In den erwähnten 14 000 Euro für Werbung/Öffentlichkeit sind diverse andere erforderliche Ausgaben zusammengefasst, u.a. Anzeigen in Zeitungen und Zeitschriften, Broschüren, Werbemittel und teilweise die Unternehmsumfrage 2011. Für einen adäquaten solitären EXPO-Real-Stand, alleine auf Kosten der Stadt, hätte dieser gesamte Werbe-Etat gar nicht ausgereicht.

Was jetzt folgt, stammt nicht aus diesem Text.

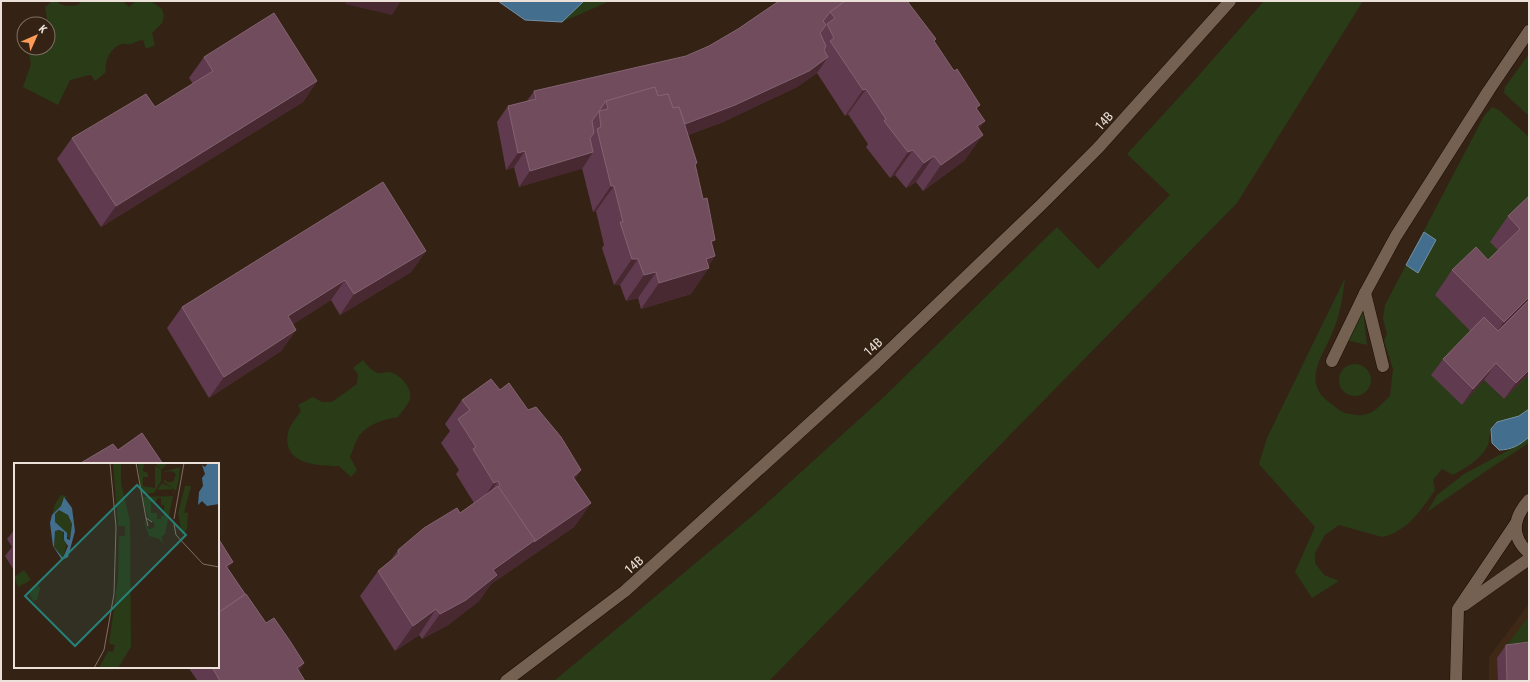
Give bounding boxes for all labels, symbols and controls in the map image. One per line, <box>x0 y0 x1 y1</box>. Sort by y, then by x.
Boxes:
north arrow <box>16 16 56 56</box>
text: K <box>36 23 50 37</box>
street label: 14B <box>1092 109 1116 133</box>
street label: 14B <box>861 335 885 359</box>
inset map <box>14 463 219 668</box>
street label: 14B <box>622 553 646 577</box>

Inhaltlich gibt es insbesondere bei der aktuellen Vermarktung des FIM-Technologieparks und der unmittelbar benachbarten städtischen Gewerbegrundstücke in der Viernheimer Straße natürlich Berührungspunkte. Es ist überaus sinnvoll, wenn das Grundstücksangebot in diesem Bereich möglichst vielseitig und damit attraktiv sein kann. Das gemeinsame Interesse der Stadt und der FIM an der Vermarktung privater und kommunaler Grundstücke ist nachvollziehbar. Es gehört sogar zu den wesentlichen Aufgaben eines Wirtschaftsförderers, auch die Vermarktung privater Gewerbegrundstücke am Wirtschaftsstandort Weinheim zu unterstützen und Kontakte anzubahnen. Interessenskonflikte sind dabei keine zu erkennen. Eine gewisse Nähe zur Wirtschaft ist dabei durchaus positiv zu sehen, mitunter sogar erforderlich. Auch die Ansiedlung des weltweit tätigen Planungsbüros Wittke auf einem FIM-Grundstück kam auf Vermittlung der kommunalen Wirtschaftsförderung zustande. Dagegen ist nichts zu sagen.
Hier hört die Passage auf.